Moins que 3 000 sièges disponibles pour une demande de plus de 44 000 ; gagner une place au sein des onze[1] entités de l’UEH se livre, pour l’élève fraîchement issu du système classique, comme un combat de gladiateur déclaré dans une arène académique épouvantable
L’année dernière, le Rectorait de l’Université d’Etat d’Haïti (RUEH) a reçu en ligne 60 077 postulants qui attisaient une guerre acharnée pour obtenir une précieuse admission à l’Université d’Etat. Parallèlement, moins de 10 000 places, toutes les facultés comprises, sont à pourvoir par cette entité académique incapable de rassembler ses filles (les facultés) dans un campus universitaire. Ce faible taux d’admission des élèves au sein de l’université envoie le triste signal d’un système inégalitaire qui marginalise et exclue ses enfants et ses jeunes dans les offres de politiques sociales. Comment peut-on espérer l’harmonie, la paix et la sérénité dans une fête quand sur la table seulement 3 plats seraient servis alors que 45 convives affamées y sont présentes ? Le contexte actuel des opportunités d’instruction au niveau supérieur en Haïti est donc vecteur de frustration, de sentiment d’infériorité et de rejet du jeune.

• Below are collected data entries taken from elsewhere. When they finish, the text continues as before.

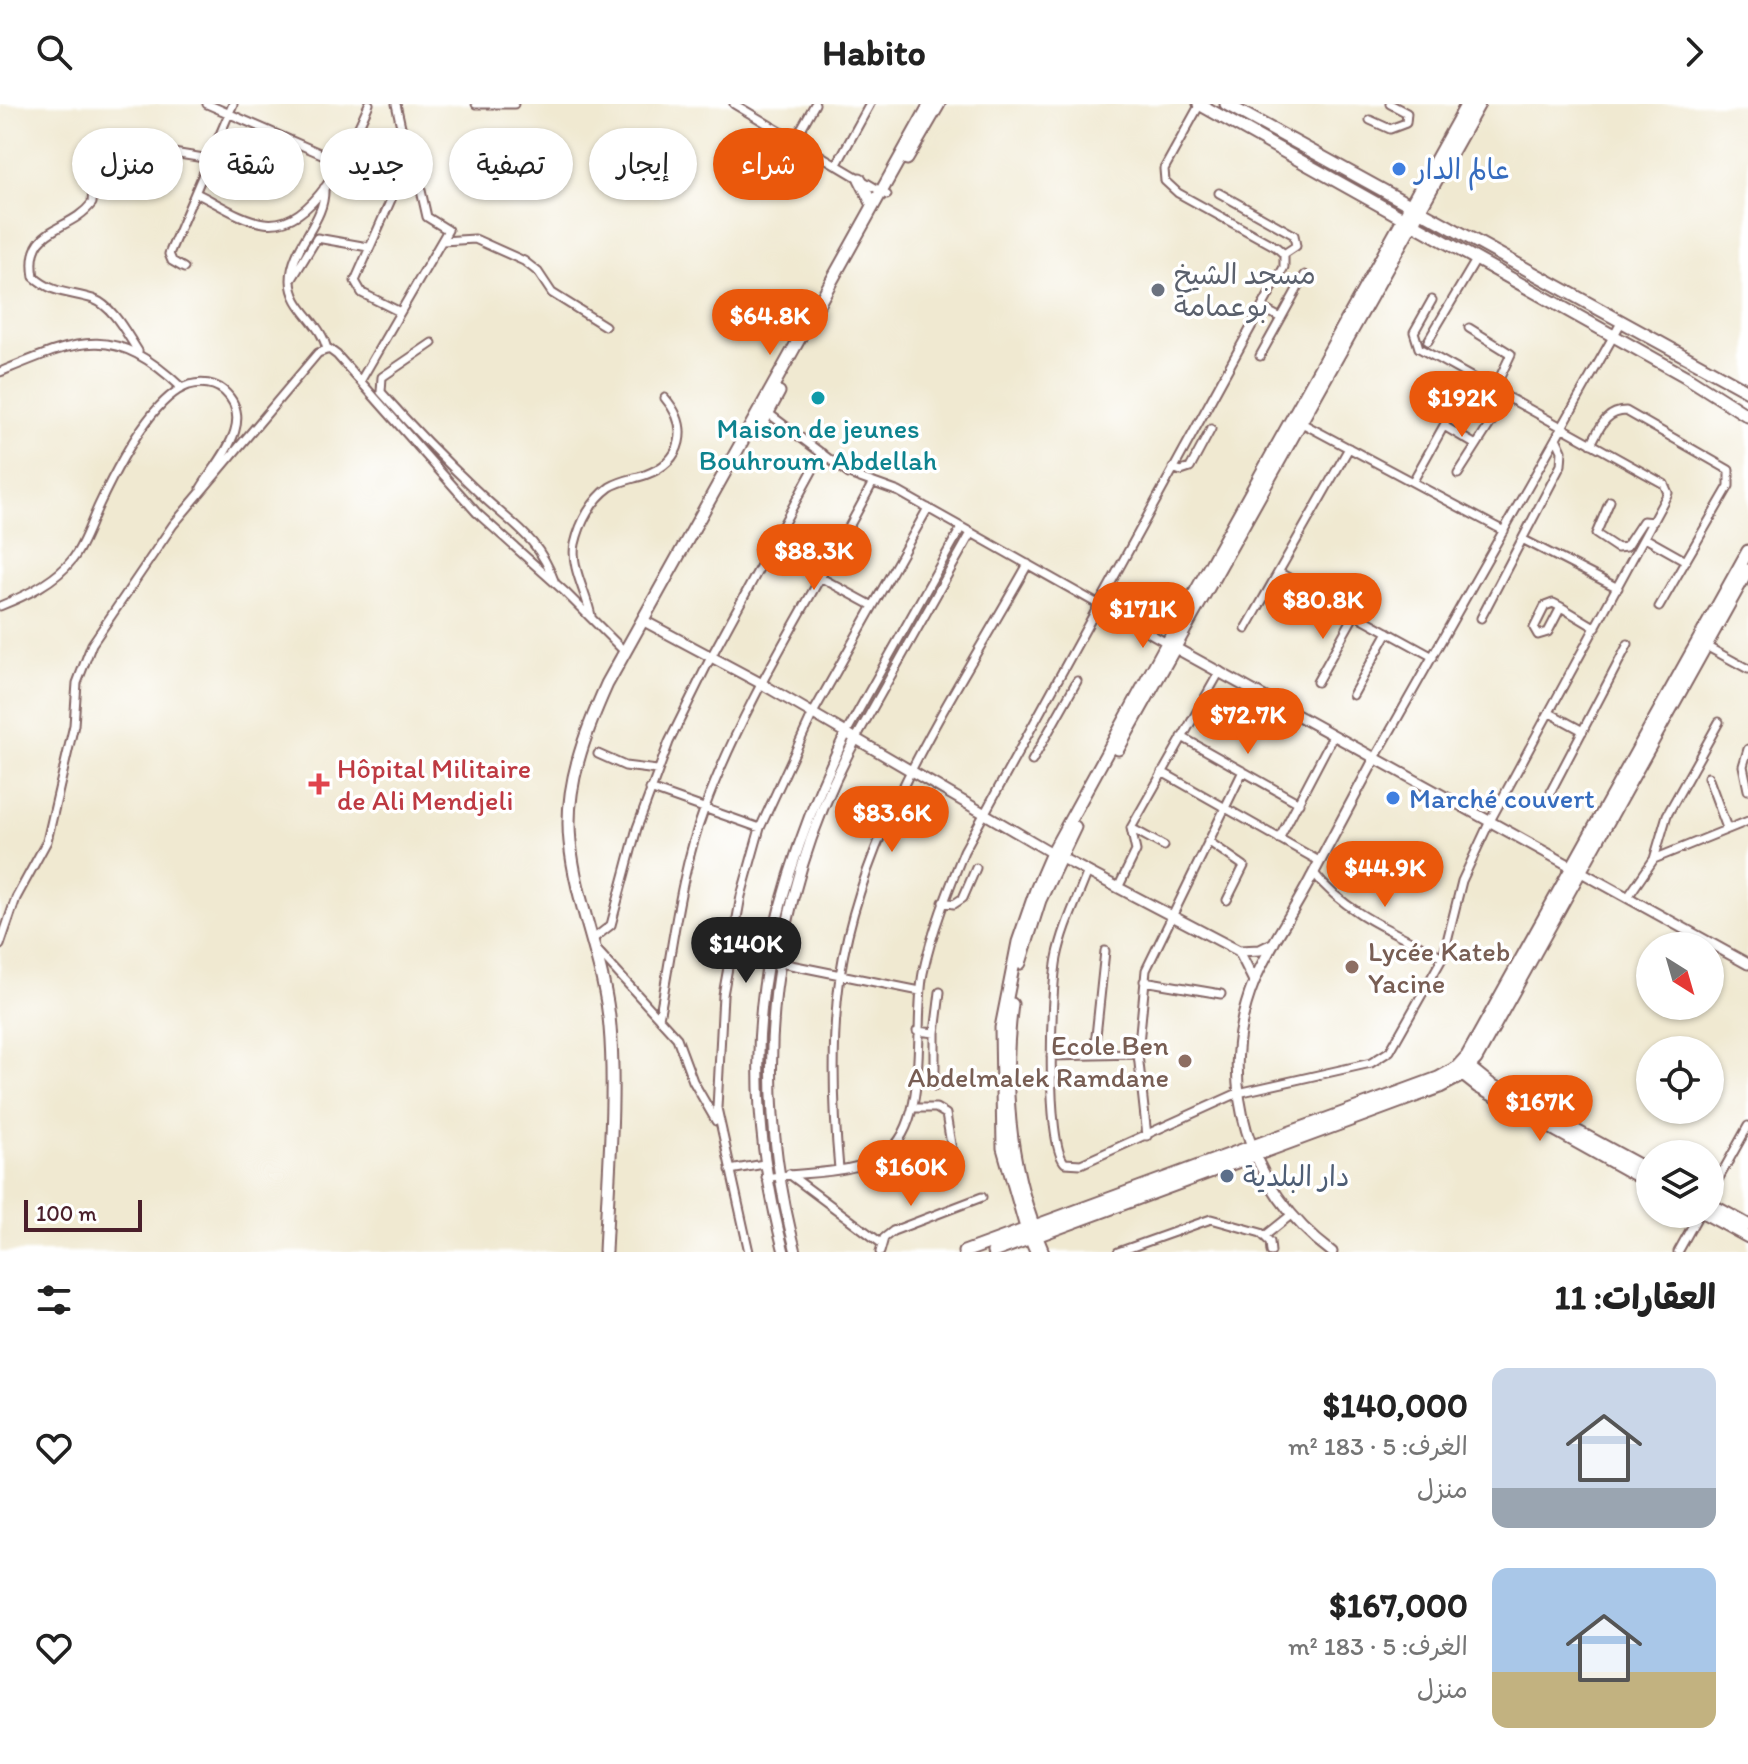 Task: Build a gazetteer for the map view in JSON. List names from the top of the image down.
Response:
{
  "places": {
    "other": [
      "عالم الدار",
      "مسجد الشيخ بوعمامة",
      "Maison de jeunes Bouhroum Abdellah",
      "Marché couvert",
      "Lycée Kateb Yacine",
      "Ecole Ben Abdelmalek Ramdane",
      "دار البلدية"
    ],
    "health": ["Hôpital Militaire de Ali Mendjeli"]
  },
  "scale_bar": "100 m",
  "north": "bottom right",
  "page": {
    "header": "Habito",
    "chip": [
      "شراء",
      "إيجار",
      "تصفية",
      "جديد",
      "شقة",
      "منزل"
    ],
    "price": [
      "$64.8K",
      "$192K",
      "$88.3K",
      "$80.8K",
      "$171K",
      "$72.7K",
      "$83.6K",
      "$44.9K",
      "$140K",
      "$167K",
      "$160K"
    ],
    "scale": "100 m",
    "heading": "العقارات: 11",
    "list": [
      {
        "name": "$140,000",
        "note": "الغرف: 5 · 183 m² · منزل"
      },
      {
        "name": "$167,000",
        "note": "الغرف: 5 · 183 m² · منزل"
      }
    ]
  }
}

Ce fossé béant entre l’offre quantitative inadéquate et cette demande massive de formation supérieure en Haïti décrit amèrement d’effarantes frustrations sociales, une injustice acerbe et une situation chaotique pour les jeunes et leurs parents, majoritairement impuissants face aux exigences financières des Instituts privés d’Enseignement Supérieur (IES). Déjà incapable de répondre convenablement aux exigences des besoins rudimentaires, se nourrir, se vêtir, se loger, le parent haïtien ou le jeune ayant franchi l’étape classique, ne sait à quel saint se vouer quand il essuie l’échec quasiment évident de rafler un siège à l’UEH.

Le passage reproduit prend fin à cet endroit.